Amid these, there are also apprehensions about the ‘trust’ factor vis-à-vis Pakistan in a global war against terrorism.
The US would make a mistake in reposing faith in the Pakistani military and seeking help from air bases there. The logic against these is simple, Islamabad will love to continue to fish in the troubled waters.
The US strategic think tank and the international community must appreciate that Pakistan’s actual intention on terrorism is something unique hovering around double standards.
The proverbial slips between the cup and the lip are still many and, this was proved during the Gen Pervez Musharraf era itself.
After 9/11 and President George W Bush’s assertive stance, one fine evening Gen Musharraf outwardly changed Pakistan’s policy. But that was not out of conviction but was only a tactical ploy.

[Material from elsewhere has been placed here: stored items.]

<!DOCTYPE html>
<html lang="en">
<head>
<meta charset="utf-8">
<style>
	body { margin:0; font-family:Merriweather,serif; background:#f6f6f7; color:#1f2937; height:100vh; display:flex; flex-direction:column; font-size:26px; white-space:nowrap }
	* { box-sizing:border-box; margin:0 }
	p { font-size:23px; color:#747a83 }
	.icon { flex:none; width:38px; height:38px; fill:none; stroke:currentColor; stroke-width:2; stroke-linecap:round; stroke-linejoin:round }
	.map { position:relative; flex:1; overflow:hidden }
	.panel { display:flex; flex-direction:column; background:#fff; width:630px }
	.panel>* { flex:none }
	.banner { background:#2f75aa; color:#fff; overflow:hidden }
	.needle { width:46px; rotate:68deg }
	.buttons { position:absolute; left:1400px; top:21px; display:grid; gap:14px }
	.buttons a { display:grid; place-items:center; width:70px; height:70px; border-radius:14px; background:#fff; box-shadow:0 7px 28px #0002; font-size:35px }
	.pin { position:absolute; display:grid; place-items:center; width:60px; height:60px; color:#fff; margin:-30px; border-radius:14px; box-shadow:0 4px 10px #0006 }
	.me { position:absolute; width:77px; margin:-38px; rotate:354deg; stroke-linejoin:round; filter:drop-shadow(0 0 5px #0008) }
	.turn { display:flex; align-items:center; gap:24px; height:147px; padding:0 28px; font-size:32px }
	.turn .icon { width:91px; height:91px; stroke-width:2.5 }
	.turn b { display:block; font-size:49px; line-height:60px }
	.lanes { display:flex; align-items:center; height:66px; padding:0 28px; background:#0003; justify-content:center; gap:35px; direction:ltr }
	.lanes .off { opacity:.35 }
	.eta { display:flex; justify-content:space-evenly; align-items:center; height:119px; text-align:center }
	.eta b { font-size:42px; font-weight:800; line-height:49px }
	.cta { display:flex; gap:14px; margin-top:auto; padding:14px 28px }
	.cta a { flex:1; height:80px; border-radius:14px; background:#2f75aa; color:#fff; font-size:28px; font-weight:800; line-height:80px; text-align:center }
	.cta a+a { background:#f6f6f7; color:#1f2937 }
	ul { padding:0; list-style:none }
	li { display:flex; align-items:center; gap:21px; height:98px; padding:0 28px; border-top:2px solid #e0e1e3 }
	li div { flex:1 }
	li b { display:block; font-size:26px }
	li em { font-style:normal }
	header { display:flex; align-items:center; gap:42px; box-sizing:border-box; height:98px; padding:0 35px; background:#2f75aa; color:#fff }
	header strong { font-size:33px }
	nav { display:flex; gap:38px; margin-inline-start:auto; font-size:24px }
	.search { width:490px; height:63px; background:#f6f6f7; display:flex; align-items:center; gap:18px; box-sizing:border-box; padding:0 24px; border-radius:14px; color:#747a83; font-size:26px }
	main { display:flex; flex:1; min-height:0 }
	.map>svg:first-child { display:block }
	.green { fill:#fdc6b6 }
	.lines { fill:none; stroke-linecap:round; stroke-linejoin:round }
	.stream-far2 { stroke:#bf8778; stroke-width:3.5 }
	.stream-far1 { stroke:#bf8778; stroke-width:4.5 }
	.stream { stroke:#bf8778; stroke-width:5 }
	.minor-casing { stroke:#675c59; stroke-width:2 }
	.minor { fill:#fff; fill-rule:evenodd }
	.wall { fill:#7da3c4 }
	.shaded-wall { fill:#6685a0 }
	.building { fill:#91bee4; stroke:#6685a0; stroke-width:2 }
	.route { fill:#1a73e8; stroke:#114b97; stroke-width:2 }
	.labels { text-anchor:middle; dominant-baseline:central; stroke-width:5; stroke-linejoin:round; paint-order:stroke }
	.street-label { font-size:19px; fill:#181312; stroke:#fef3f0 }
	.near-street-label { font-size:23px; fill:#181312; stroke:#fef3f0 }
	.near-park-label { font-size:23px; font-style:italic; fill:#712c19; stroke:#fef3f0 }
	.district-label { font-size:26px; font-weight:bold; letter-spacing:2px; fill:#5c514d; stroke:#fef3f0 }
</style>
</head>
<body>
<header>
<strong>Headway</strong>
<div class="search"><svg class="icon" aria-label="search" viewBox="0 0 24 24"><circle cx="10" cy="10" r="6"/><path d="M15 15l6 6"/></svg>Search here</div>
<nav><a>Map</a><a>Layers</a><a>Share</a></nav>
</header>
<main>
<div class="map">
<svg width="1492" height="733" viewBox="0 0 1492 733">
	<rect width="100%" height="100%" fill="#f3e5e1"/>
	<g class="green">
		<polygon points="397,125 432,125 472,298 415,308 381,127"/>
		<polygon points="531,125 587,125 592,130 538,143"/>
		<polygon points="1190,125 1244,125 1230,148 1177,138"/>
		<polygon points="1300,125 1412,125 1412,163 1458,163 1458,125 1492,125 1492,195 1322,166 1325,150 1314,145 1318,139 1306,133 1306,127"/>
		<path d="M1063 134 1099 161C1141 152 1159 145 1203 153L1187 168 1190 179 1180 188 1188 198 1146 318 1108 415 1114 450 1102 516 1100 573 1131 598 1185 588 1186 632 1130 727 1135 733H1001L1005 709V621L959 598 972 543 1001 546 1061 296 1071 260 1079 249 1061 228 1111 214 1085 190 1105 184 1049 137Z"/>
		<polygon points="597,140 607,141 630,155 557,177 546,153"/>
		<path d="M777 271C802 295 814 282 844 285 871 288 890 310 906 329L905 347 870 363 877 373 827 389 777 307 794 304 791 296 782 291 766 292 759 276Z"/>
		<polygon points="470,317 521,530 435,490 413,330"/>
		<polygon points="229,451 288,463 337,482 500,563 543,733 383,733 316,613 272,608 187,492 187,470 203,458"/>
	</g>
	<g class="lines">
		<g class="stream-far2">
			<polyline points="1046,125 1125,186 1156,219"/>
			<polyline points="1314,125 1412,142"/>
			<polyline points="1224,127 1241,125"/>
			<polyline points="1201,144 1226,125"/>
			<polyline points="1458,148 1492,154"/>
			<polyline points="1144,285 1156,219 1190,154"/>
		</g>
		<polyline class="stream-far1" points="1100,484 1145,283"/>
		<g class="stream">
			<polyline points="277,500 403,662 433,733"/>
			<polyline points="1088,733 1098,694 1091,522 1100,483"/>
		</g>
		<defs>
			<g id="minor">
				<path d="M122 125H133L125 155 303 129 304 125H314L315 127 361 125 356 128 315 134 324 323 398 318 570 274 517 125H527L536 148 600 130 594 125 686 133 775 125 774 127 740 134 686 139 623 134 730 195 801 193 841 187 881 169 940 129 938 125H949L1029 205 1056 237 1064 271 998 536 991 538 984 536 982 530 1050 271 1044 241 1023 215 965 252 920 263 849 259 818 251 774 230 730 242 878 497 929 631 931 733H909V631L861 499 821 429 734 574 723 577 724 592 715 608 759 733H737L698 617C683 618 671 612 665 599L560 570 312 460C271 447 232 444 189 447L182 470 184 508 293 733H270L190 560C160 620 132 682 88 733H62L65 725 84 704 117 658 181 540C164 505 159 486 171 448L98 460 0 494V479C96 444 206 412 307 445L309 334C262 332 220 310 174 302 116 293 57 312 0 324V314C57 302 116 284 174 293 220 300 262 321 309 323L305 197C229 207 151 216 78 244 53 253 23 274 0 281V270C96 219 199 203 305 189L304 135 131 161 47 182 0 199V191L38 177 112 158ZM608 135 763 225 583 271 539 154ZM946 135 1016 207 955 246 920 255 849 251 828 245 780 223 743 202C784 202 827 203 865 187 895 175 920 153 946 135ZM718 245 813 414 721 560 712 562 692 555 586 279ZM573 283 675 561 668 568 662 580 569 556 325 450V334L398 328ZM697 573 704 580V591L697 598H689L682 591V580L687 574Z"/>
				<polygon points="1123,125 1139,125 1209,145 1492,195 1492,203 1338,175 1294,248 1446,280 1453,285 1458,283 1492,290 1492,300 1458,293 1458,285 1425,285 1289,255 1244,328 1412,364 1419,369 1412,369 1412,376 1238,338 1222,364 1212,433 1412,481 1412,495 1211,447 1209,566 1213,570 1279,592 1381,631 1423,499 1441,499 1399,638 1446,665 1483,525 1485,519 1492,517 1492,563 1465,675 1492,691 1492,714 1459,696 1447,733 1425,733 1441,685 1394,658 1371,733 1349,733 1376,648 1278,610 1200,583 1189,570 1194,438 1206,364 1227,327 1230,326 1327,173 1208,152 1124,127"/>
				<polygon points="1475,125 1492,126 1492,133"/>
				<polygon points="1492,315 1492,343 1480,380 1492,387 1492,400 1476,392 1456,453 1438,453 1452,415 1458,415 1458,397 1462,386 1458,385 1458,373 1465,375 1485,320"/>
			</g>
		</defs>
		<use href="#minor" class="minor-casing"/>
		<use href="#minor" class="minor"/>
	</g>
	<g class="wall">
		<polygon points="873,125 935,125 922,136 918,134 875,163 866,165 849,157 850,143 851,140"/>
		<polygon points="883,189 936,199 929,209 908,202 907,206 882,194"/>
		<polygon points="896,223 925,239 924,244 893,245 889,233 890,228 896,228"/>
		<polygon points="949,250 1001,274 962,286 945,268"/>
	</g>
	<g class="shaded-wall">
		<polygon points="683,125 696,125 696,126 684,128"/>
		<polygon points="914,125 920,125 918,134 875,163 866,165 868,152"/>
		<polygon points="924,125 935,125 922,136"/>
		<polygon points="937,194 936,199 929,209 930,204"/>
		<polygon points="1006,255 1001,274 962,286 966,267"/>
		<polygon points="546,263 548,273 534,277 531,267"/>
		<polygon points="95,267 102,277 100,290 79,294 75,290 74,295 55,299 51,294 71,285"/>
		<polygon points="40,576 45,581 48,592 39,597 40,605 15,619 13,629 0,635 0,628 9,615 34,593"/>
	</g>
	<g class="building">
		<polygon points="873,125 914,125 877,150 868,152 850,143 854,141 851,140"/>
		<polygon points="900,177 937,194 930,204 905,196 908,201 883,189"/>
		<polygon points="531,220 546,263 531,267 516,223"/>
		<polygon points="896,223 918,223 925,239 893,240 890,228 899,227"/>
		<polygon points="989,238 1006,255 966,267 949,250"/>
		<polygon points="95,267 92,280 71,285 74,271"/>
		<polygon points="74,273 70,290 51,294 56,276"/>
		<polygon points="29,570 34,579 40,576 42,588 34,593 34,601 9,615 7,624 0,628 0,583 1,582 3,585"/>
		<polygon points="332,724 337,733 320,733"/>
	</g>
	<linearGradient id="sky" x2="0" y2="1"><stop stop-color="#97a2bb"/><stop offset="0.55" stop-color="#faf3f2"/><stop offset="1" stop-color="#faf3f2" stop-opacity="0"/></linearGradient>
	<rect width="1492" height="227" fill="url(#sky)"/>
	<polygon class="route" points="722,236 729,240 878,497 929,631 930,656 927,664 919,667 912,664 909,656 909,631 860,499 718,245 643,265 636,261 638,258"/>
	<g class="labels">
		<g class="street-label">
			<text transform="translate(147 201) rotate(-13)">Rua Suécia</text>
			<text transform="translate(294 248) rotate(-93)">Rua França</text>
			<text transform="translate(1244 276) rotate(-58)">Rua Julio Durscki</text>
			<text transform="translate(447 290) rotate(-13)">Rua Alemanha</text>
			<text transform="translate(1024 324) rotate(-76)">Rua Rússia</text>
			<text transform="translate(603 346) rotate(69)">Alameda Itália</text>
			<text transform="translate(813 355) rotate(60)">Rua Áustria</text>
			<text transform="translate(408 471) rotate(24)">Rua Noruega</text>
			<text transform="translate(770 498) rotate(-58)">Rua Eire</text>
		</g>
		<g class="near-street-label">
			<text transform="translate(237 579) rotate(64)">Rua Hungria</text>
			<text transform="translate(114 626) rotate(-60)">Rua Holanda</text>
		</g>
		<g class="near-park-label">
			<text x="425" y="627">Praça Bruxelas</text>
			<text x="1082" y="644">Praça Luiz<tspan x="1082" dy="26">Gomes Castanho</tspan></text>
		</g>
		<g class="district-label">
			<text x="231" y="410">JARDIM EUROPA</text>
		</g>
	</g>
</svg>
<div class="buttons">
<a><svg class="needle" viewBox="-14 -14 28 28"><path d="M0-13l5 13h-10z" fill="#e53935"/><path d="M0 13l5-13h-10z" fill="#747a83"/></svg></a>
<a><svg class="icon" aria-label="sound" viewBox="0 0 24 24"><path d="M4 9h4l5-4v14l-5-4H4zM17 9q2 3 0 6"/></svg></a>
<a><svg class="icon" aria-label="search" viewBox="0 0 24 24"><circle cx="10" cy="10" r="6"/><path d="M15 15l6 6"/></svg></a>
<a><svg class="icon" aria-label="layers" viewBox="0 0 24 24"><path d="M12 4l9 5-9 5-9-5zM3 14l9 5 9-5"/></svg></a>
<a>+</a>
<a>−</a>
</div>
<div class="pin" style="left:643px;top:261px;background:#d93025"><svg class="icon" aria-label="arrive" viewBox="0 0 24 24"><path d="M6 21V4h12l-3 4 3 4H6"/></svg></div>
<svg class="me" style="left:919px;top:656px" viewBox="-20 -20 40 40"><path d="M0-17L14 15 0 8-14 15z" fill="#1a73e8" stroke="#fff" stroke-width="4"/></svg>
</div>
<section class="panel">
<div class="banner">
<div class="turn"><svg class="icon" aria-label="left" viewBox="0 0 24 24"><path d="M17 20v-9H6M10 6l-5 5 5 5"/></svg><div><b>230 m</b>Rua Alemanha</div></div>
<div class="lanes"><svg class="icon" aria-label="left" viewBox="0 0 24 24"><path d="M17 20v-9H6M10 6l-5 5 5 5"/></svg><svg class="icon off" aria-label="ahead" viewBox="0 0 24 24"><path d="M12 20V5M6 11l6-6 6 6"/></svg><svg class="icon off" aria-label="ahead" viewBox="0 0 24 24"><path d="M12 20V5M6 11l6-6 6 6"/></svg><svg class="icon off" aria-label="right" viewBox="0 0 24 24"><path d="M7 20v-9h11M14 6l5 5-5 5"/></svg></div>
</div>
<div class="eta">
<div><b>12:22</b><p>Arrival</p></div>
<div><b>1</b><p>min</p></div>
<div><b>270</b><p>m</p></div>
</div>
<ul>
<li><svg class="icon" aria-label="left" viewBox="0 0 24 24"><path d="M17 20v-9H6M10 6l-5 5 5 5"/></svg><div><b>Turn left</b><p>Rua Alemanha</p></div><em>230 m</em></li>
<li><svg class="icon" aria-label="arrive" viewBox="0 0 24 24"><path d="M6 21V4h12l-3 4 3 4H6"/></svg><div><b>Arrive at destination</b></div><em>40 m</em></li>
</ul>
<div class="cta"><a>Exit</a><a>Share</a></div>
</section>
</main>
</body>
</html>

"Sectarian terrorism has been going on for years. Every one of us is fed up with it. It is becoming unbearable. Our peace-loving people are keen to get rid of the Klashinkov and weapon culture. Everyone is sick of it. It was because of this that we banned Lashkar-e-Jhangvi and Sipah-e-Muhammad," Musharraf had said on Jan 12, 2002.
But on the ground, nothing changed - both under him and subsequent leaders.
Pakistan is thus as guilty as the Taliban or even Al-Qaeda for promoting international terrorism.
Guided by its myopic mindset, Pakistan will again try to walk to Afghanistan for securing ‘strategic depth’ for itself.
Thus it may not be wrong to point out here that ISI’s apparent defeat in its Afghan policy will be sought to be avenged by dividing the Afghans bitterly on ethnic lines.
One curious thing to be observed will be, when Pashtun Taliban in Afghanistan seizes power in Kabul, they can turn the heat on its Pakistani mentors.
Pashtuns could work for integrating Pathan-dominated areas in Pakistan from the Khyber Pakhtunkhwa and Balochistan provinces into Afghanistan.